Aggregate SNMP counters with peaks and resets

Hi all, I am looking for the best practice how to aggregate measurements of ever-increasing counters, such as bits or packets trasmitted/received (aka SNMP IF-MIB::ifXTable), extracting as much useful data from the measurements as possible.

Let’s say I read the counters every minute, and I want to create a 5-minute aggregate with average and peak traffic. The problem is that continuous aggregates apparently cannot see the previous time bucket with the lag() function. It is discussed in the docs:

The suggested solution there uses the first() function. However, this approach selects only one value from each bucket, so it is useful only for computing average traffic, but not for peak traffic: the peak can occur either between the two measurements in the same time bucket, or between the last measurement of the previous bucket and the first measurement of the current one.

A similar problem is present even when calculating average traffic, when there is a counter reset recorded in the measurements: then we have several measurements which can be used for average traffic calculation, and two neighboring measurements which can not, because the counter difference is negative. And again, these two can either appear inside the same bucket, or as the last measurement of the previous time bucket and the first measurement of the current one. But as a whole, the average traffic estimate can be computed.
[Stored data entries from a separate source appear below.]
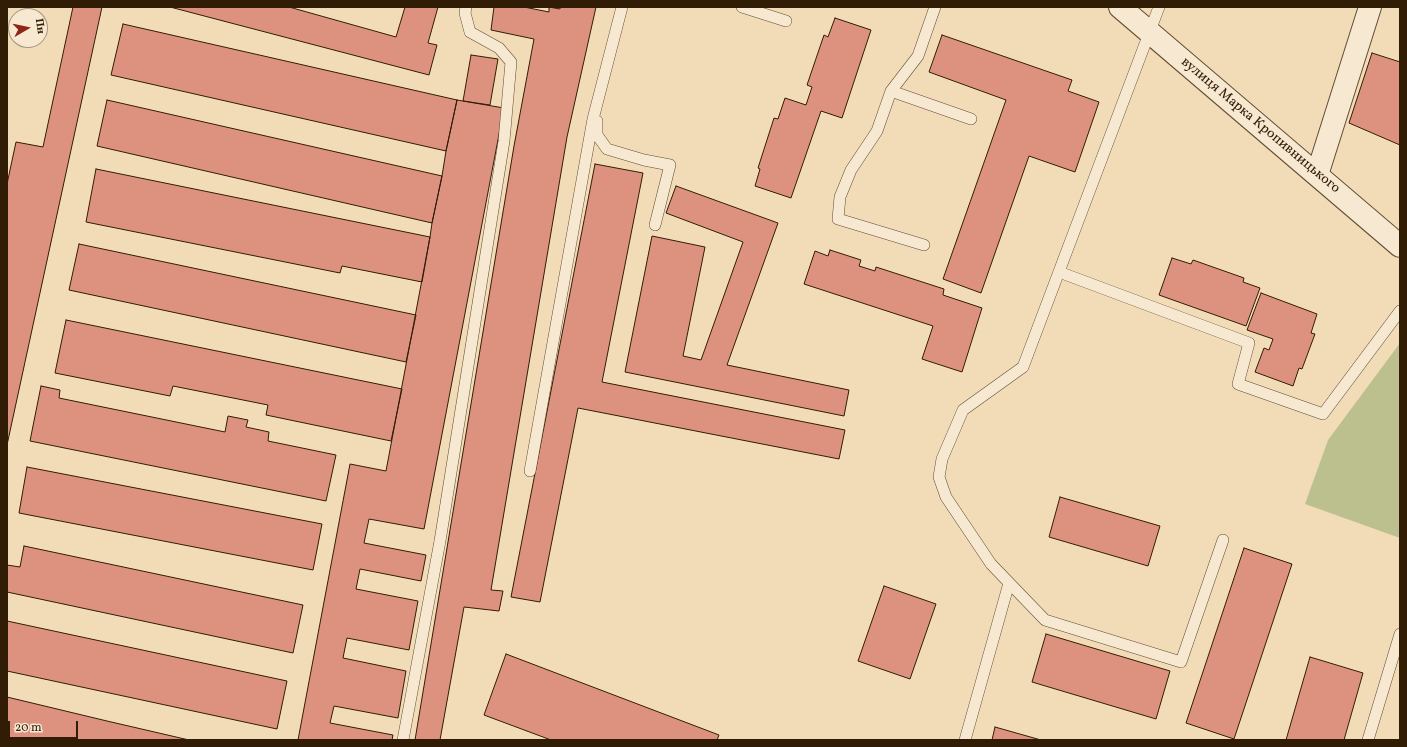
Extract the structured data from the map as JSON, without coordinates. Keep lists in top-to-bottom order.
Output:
{
  "streets": {
    "street": ["вулиця Марка Кропивницького"]
  },
  "scale_bar": "20 m",
  "north": "right"
}
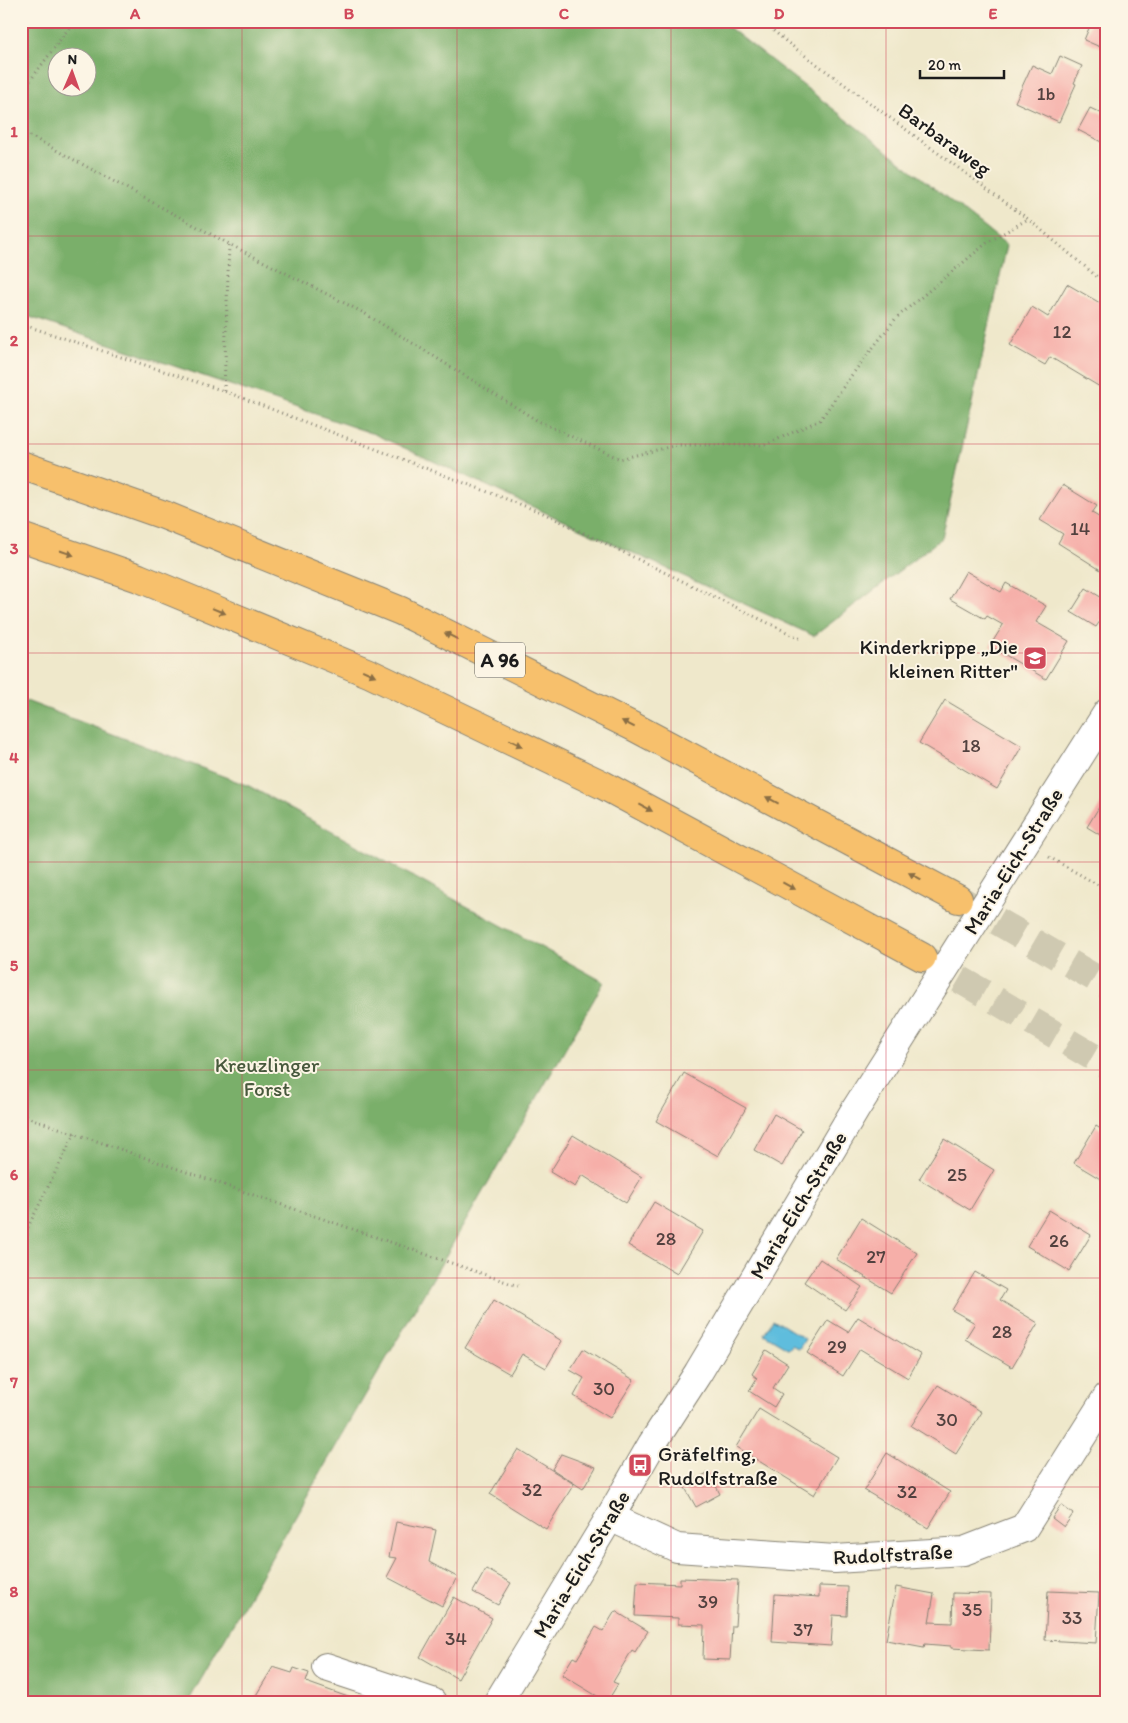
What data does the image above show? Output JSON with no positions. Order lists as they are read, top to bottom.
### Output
{
  "streets": {
    "highway": ["A 96"],
    "street": ["Maria-Eich-Straße", "Rudolfstraße"],
    "path": ["Barbaraweg"]
  },
  "crossings": [
    ["Maria-Eich-Straße", "Rudolfstraße"]
  ],
  "parks": ["Kreuzlinger Forst"],
  "places": {
    "school or university": ["Kinderkrippe „Die kleinen Ritter\""],
    "bus stop": ["Gräfelfing, Rudolfstraße"]
  },
  "house_numbers": [
    "1b",
    "12",
    "14",
    "18",
    "25",
    "28",
    "26",
    "27",
    "28",
    "29",
    "30",
    "30",
    "32",
    "32",
    "39",
    "35",
    "33",
    "37",
    "34"
  ],
  "scale_bar": "20 m",
  "north": "top",
  "grid": {
    "columns": [
      "A",
      "B",
      "C",
      "D",
      "E"
    ],
    "rows": [
      "1",
      "2",
      "3",
      "4",
      "5",
      "6",
      "7",
      "8"
    ]
  }
}
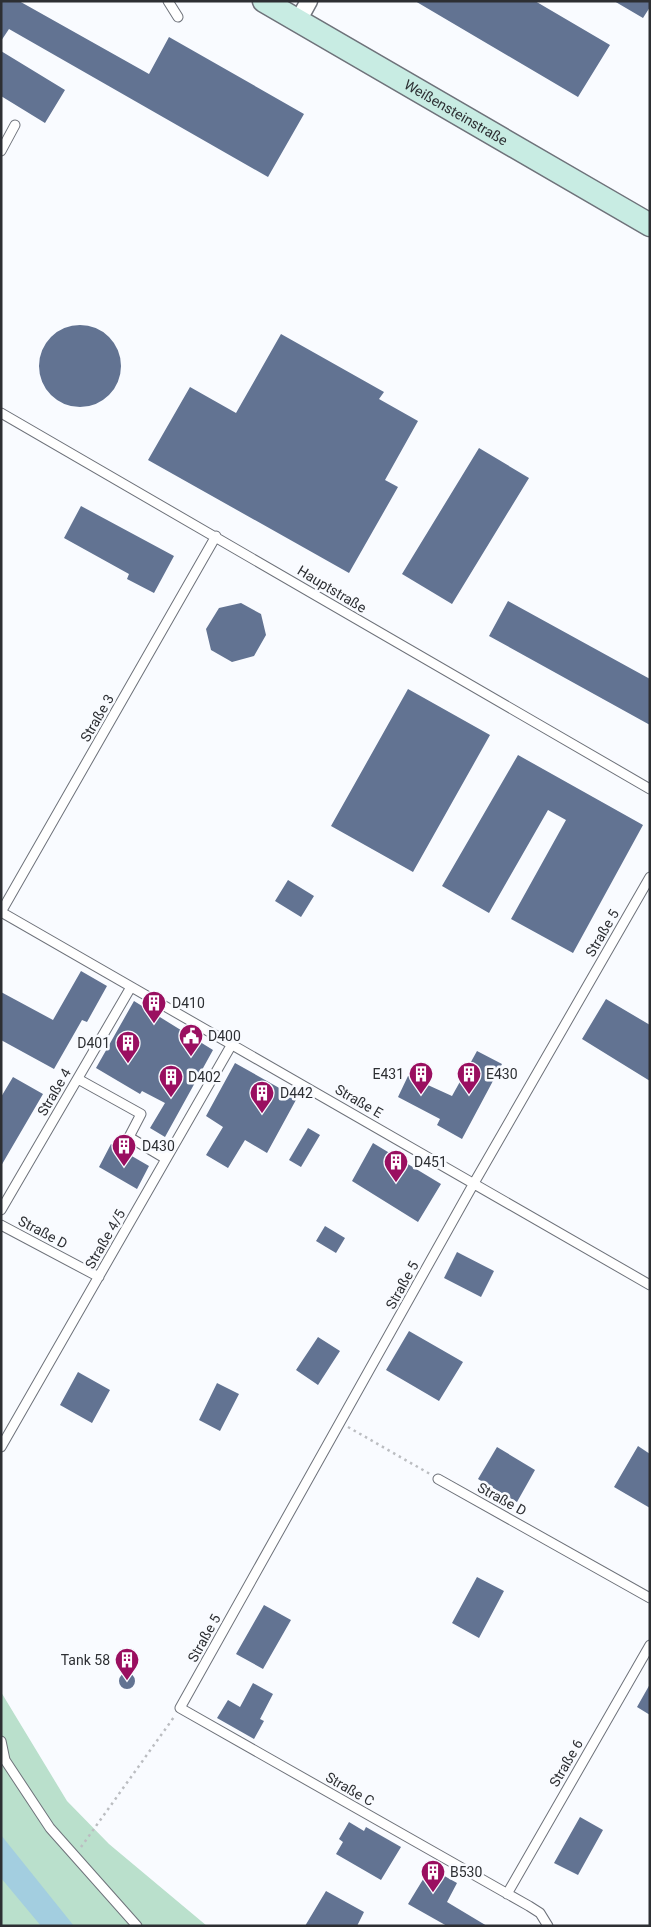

Is it possible to compute average and peak traffic using TimescaleDB continuous aggregations? If so, how?

Thanks,

-Yenya

Hi @Yenya, very good question.

As I understand you have more intensity of data during the traffic peak and maybe what you’re looking for is time_weighted averages Timescale Documentation | Time-weighted averages and integrals

Another option is implement any custom rules through your own aggregation method. Just learn about custom aggregates, you can do it in a third party language or plain sql. I spoke at LambdaDays previous year showing how the toolkit components are built and also I gave a very simple example but can be a good start: https://www.youtube.com/watch?v=vX8i0Bcb08I

Hi, @jonatasdp,

thanks for the reply. I will look at it (also, interesting talk, thanks!). What I am trying to do is something like (simplified):

create table netif (
    time timestamptz not null,
    bits bigint not null,
    unique(time)
);
select create_hypertable('netif', 'time');
select time, ((bits-lag(bits) over w)
   /extract(epoch from time - lag(time) over w))::bigint as bitrate
from netif window w as(order by time) order by time;

and then I want to create a continuous agregate based on the last select above aggregated over 5 mins with max(bitrate) and avg(bitrate), accounting for the fact that netif.time column does not have to be equally distributed in time at all.

Could this be done using counter_agg() and rate() somehow?

Thanks,

-Yenya

Yes, you can probably do it with rate and also consider looking the options of gauge_agg.
The key here is not materialize the final window, but put your _agg in the continuous aggregates and then use an extra view to navigate in the window.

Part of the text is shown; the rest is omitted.